WORK TO BE COMPLETED —
The entries are to be written out again with no differences.

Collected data
- Opening Delimiter -
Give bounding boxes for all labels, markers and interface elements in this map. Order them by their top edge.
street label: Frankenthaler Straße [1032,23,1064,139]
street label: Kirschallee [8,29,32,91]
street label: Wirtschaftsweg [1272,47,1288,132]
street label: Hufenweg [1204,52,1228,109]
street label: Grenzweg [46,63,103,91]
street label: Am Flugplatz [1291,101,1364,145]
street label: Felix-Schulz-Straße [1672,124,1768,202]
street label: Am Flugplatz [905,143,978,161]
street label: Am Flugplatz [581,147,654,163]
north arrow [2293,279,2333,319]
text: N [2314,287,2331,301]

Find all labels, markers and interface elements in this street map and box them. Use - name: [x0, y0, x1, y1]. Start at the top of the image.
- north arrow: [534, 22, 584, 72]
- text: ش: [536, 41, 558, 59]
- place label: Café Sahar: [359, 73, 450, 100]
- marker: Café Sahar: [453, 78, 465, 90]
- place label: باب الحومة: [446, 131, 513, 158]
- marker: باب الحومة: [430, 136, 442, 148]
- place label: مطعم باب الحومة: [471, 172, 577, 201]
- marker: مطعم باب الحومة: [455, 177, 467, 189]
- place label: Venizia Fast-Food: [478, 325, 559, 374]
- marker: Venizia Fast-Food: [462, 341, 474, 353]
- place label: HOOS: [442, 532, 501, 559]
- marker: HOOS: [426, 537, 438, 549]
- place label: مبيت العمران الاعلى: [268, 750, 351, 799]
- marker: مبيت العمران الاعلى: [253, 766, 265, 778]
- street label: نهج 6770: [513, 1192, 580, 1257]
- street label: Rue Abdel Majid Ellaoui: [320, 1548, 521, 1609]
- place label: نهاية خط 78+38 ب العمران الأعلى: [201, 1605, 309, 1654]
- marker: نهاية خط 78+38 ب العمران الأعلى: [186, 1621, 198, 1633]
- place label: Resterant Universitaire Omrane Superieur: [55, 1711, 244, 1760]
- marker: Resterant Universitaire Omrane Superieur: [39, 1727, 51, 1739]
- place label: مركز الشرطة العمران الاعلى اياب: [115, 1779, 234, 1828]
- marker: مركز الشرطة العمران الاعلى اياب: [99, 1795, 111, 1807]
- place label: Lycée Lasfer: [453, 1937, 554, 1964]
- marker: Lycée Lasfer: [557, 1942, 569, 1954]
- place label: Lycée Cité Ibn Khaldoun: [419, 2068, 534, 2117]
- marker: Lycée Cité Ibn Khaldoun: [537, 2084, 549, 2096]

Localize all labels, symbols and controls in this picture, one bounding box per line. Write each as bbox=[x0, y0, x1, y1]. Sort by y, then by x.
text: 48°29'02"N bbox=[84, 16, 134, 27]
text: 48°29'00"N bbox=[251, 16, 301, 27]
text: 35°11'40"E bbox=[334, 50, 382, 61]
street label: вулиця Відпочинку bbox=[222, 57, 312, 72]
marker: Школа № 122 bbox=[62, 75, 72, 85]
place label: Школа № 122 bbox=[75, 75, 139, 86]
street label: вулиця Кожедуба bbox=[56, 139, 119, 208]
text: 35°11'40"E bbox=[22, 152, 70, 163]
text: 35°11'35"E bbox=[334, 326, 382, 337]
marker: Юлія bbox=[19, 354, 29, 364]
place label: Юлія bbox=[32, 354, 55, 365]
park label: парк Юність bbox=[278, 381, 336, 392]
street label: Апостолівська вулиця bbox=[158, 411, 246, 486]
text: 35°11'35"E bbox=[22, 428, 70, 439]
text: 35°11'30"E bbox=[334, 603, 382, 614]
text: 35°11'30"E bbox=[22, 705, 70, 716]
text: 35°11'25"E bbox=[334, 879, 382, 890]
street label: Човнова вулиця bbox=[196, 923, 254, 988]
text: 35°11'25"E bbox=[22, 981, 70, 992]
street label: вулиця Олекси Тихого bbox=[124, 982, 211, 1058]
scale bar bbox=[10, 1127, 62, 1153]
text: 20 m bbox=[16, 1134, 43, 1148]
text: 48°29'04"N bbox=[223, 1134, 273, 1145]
- Closing Delimiter -
RESPONSE TO THIS TASK —
Give bounding boxes for all labels, markers and interface elements in this map. Order them by their top edge.
street label: Frankenthaler Straße [1032,23,1064,139]
street label: Kirschallee [8,29,32,91]
street label: Wirtschaftsweg [1272,47,1288,132]
street label: Hufenweg [1204,52,1228,109]
street label: Grenzweg [46,63,103,91]
street label: Am Flugplatz [1291,101,1364,145]
street label: Felix-Schulz-Straße [1672,124,1768,202]
street label: Am Flugplatz [905,143,978,161]
street label: Am Flugplatz [581,147,654,163]
north arrow [2293,279,2333,319]
text: N [2314,287,2331,301]

Find all labels, markers and interface elements in this street map and box them. Use - name: [x0, y0, x1, y1]. Start at the top of the image.
- north arrow: [534, 22, 584, 72]
- text: ش: [536, 41, 558, 59]
- place label: Café Sahar: [359, 73, 450, 100]
- marker: Café Sahar: [453, 78, 465, 90]
- place label: باب الحومة: [446, 131, 513, 158]
- marker: باب الحومة: [430, 136, 442, 148]
- place label: مطعم باب الحومة: [471, 172, 577, 201]
- marker: مطعم باب الحومة: [455, 177, 467, 189]
- place label: Venizia Fast-Food: [478, 325, 559, 374]
- marker: Venizia Fast-Food: [462, 341, 474, 353]
- place label: HOOS: [442, 532, 501, 559]
- marker: HOOS: [426, 537, 438, 549]
- place label: مبيت العمران الاعلى: [268, 750, 351, 799]
- marker: مبيت العمران الاعلى: [253, 766, 265, 778]
- street label: نهج 6770: [513, 1192, 580, 1257]
- street label: Rue Abdel Majid Ellaoui: [320, 1548, 521, 1609]
- place label: نهاية خط 78+38 ب العمران الأعلى: [201, 1605, 309, 1654]
- marker: نهاية خط 78+38 ب العمران الأعلى: [186, 1621, 198, 1633]
- place label: Resterant Universitaire Omrane Superieur: [55, 1711, 244, 1760]
- marker: Resterant Universitaire Omrane Superieur: [39, 1727, 51, 1739]
- place label: مركز الشرطة العمران الاعلى اياب: [115, 1779, 234, 1828]
- marker: مركز الشرطة العمران الاعلى اياب: [99, 1795, 111, 1807]
- place label: Lycée Lasfer: [453, 1937, 554, 1964]
- marker: Lycée Lasfer: [557, 1942, 569, 1954]
- place label: Lycée Cité Ibn Khaldoun: [419, 2068, 534, 2117]
- marker: Lycée Cité Ibn Khaldoun: [537, 2084, 549, 2096]

Localize all labels, symbols and controls in this picture, one bounding box per line. Write each as bbox=[x0, y0, x1, y1]. Sort by y, then by x.
text: 48°29'02"N bbox=[84, 16, 134, 27]
text: 48°29'00"N bbox=[251, 16, 301, 27]
text: 35°11'40"E bbox=[334, 50, 382, 61]
street label: вулиця Відпочинку bbox=[222, 57, 312, 72]
marker: Школа № 122 bbox=[62, 75, 72, 85]
place label: Школа № 122 bbox=[75, 75, 139, 86]
street label: вулиця Кожедуба bbox=[56, 139, 119, 208]
text: 35°11'40"E bbox=[22, 152, 70, 163]
text: 35°11'35"E bbox=[334, 326, 382, 337]
marker: Юлія bbox=[19, 354, 29, 364]
place label: Юлія bbox=[32, 354, 55, 365]
park label: парк Юність bbox=[278, 381, 336, 392]
street label: Апостолівська вулиця bbox=[158, 411, 246, 486]
text: 35°11'35"E bbox=[22, 428, 70, 439]
text: 35°11'30"E bbox=[334, 603, 382, 614]
text: 35°11'30"E bbox=[22, 705, 70, 716]
text: 35°11'25"E bbox=[334, 879, 382, 890]
street label: Човнова вулиця bbox=[196, 923, 254, 988]
text: 35°11'25"E bbox=[22, 981, 70, 992]
street label: вулиця Олекси Тихого bbox=[124, 982, 211, 1058]
scale bar bbox=[10, 1127, 62, 1153]
text: 20 m bbox=[16, 1134, 43, 1148]
text: 48°29'04"N bbox=[223, 1134, 273, 1145]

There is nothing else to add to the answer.